Finnex just replied to my inquiry, here's their response:



> Thanks for your interest in our lighting. We do not have the par values for the Planted + lights, but it should be like our regular FugeRay series or just a tiny bit more.


Assuming the above values are what I can expect (give or take 2-3 PAR), would I be looking at low, medium or high light? The light will be on a 12" tall rimless with 2.5" - 3" of substrate. Where I land in lighting intensity will pretty much tell me which plants to buy (HC carpet if high, DHG if medium).


----------



## StrangeDejavu (Jun 23, 2014)

Bump.


----------



## mattinmd (Aug 16, 2014)

So you have a 12" cube, 3" of substrate, and a light sitting about an inch above the rim. 10" from light to substrate.

So that puts you a tad over 25 PAR for the height, and another tad for the planted vs fugeray... Maybe 30-35 PAR/PPFD, somewhere in the low-medium boundary.

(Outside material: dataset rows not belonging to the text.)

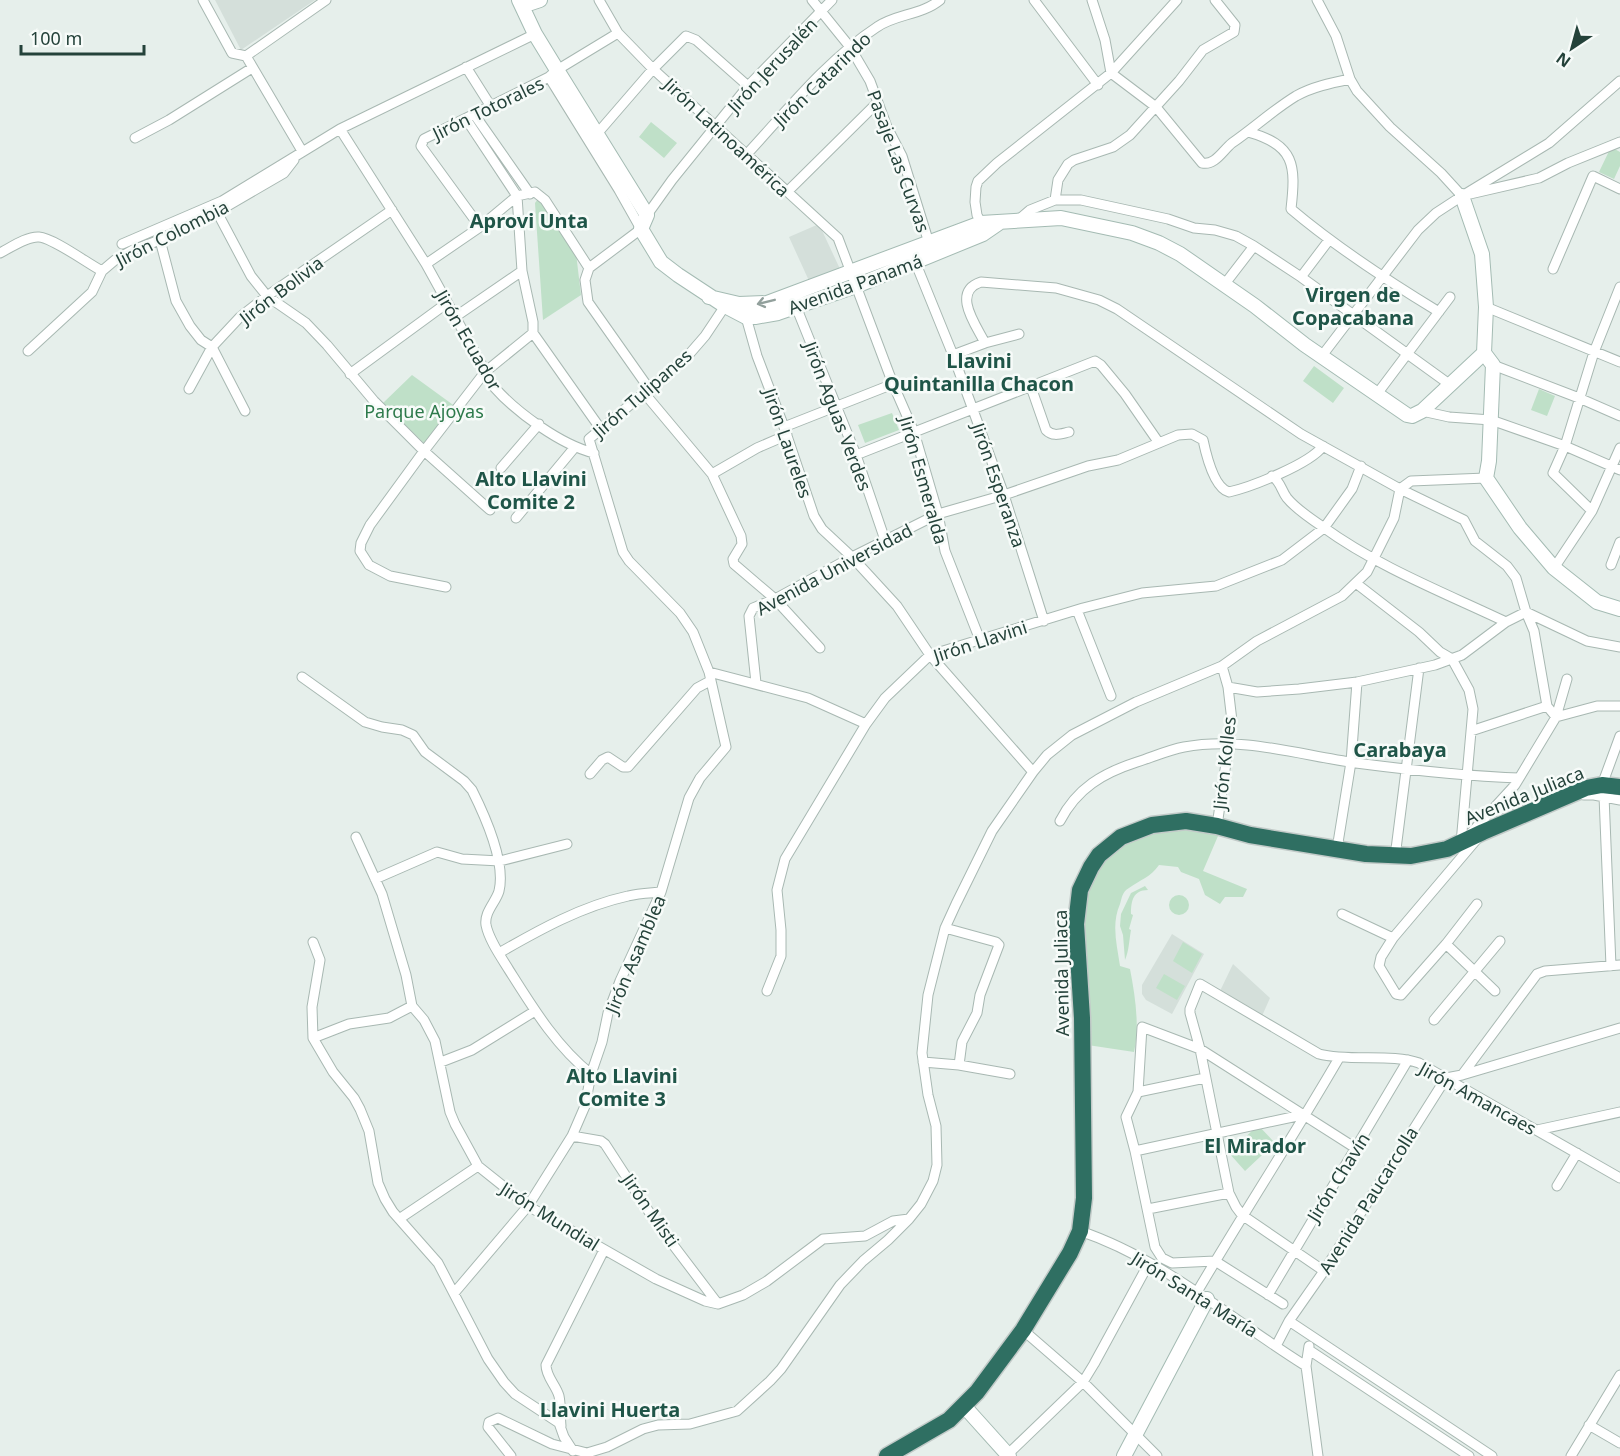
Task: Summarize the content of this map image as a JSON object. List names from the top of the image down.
{
  "streets": {
    "highway": ["Avenida Juliaca"],
    "street": [
      "Jirón Jerusalén",
      "Jirón Catarindo",
      "Jirón Totorales",
      "Jirón Latinoamérica",
      "Pasaje Las Curvas",
      "Jirón Colombia",
      "Avenida Panamá",
      "Jirón Bolivia",
      "Jirón Ecuador",
      "Jirón Tulipanes",
      "Jirón Aguas Verdes",
      "Jirón Laureles",
      "Jirón Esmeralda",
      "Jirón Esperanza",
      "Avenida Universidad",
      "Jirón Llavini",
      "Jirón Kolles",
      "Jirón Asamblea",
      "Jirón Amancaes",
      "Jirón Chavín",
      "Avenida Paucarcolla",
      "Jirón Misti",
      "Jirón Mundial",
      "Jirón Santa María"
    ]
  },
  "crossings": [
    ["Jirón Jerusalén", "Jirón Latinoamérica"],
    ["Jirón Jerusalén", "Pasaje Las Curvas"],
    ["Jirón Jerusalén", "Avenida Panamá"],
    ["Jirón Catarindo", "Jirón Latinoamérica"],
    ["Jirón Catarindo", "Pasaje Las Curvas"],
    ["Jirón Totorales", "Jirón Latinoamérica"],
    ["Jirón Totorales", "Avenida Panamá"],
    ["Jirón Latinoamérica", "Avenida Panamá"],
    ["Jirón Latinoamérica", "Jirón Esmeralda"],
    ["Pasaje Las Curvas", "Avenida Panamá"],
    ["Jirón Colombia", "Avenida Panamá"],
    ["Jirón Colombia", "Jirón Ecuador"],
    ["Avenida Panamá", "Jirón Tulipanes"],
    ["Avenida Panamá", "Jirón Aguas Verdes"],
    ["Avenida Panamá", "Jirón Laureles"],
    ["Avenida Panamá", "Jirón Esmeralda"],
    ["Avenida Panamá", "Jirón Esperanza"],
    ["Jirón Bolivia", "Jirón Ecuador"],
    ["Jirón Ecuador", "Jirón Tulipanes"],
    ["Jirón Aguas Verdes", "Avenida Universidad"],
    ["Jirón Laureles", "Avenida Universidad"],
    ["Jirón Laureles", "Jirón Llavini"],
    ["Jirón Esmeralda", "Avenida Universidad"],
    ["Jirón Esmeralda", "Jirón Llavini"],
    ["Jirón Esperanza", "Avenida Universidad"],
    ["Jirón Esperanza", "Jirón Llavini"],
    ["Jirón Kolles", "Avenida Juliaca"],
    ["Avenida Juliaca", "Jirón Santa María"],
    ["Jirón Asamblea", "Jirón Misti"],
    ["Jirón Asamblea", "Jirón Mundial"],
    ["Jirón Amancaes", "Jirón Chavín"],
    ["Jirón Amancaes", "Avenida Paucarcolla"],
    ["Avenida Paucarcolla", "Jirón Santa María"],
    ["Jirón Misti", "Jirón Mundial"]
  ],
  "districts": [
    "Aprovi Unta",
    "Virgen de Copacabana",
    "Llavini Quintanilla Chacon",
    "Alto Llavini Comite 2",
    "Carabaya",
    "Alto Llavini Comite 3",
    "El Mirador",
    "Llavini Huerta"
  ],
  "parks": ["Parque Ajoyas"],
  "scale_bar": "100 m",
  "north": "bottom left"
}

That said, for shallow depths I'm not bank on the planted+ being only slightly above the Fugeray original. It might be noticeably stronger, maybe as much as 45 PAR/PPFD, which is solidly medium light..


----------



## Ziggy (Sep 2, 2011)

I'm in the same boat as the OP. Been eyeing one of these but am wondering if its too much for a non-CO2 setup...


----------



## StrangeDejavu (Jun 23, 2014)

Thanks Matt, I guess I need to look around at lighting options then. I already have 3 low light tanks so I was really wanting to try my hand at medium/high and CO2.


----------



## Raymond S. (Dec 29, 2012)

I think my shrimp breed better if I don't use Excel but it's an option if you don't have shrimp. It would cover 45PAR if you needed to use it. I think raising the light would be better though. I think that as heavy as that fixture is(eyes rolling in head) that a PVC pipe frame that you painted black etc would not look bad and would hold it at any height you wanted.


----------



## falcooo (Sep 30, 2011)

mattinmd said:


> So you have a 12" cube, 3" of substrate, and a light sitting about an inch above the rim. 10" from light to substrate.
> 
> So that puts you a tad over 25 PAR for the height, and another tad for the planted vs fugeray... Maybe 30-35 PAR/PPFD, somewhere in the low-medium boundary.
> 
> That said, for shallow depths I'm not bank on the planted+ being only slightly above the Fugeray original. It might be noticeably stronger, maybe as much as 45 PAR/PPFD, which is solidly medium light..


 
It wasn't my original question, but thanks! I've been looking for that information all day. I just ordered the same Finnex 7.5 Planted+ setup....what plants do you think would thrive with ~40 PAR? Dwarf Baby Tears?


----------



## xev11 (Jan 19, 2010)

Finnex also has a new Stingray light lineup which is 1 row of white, red, blue leds
http://www.theaquaticplantsociety.org/finnex_stingray_led/


----------



## mattinmd (Aug 16, 2014)

falcooo said:


> It wasn't my original question, but thanks! I've been looking for that information all day. I just ordered the same Finnex 7.5 Planted+ setup....what plants do you think would thrive with ~40 PAR? Dwarf Baby Tears?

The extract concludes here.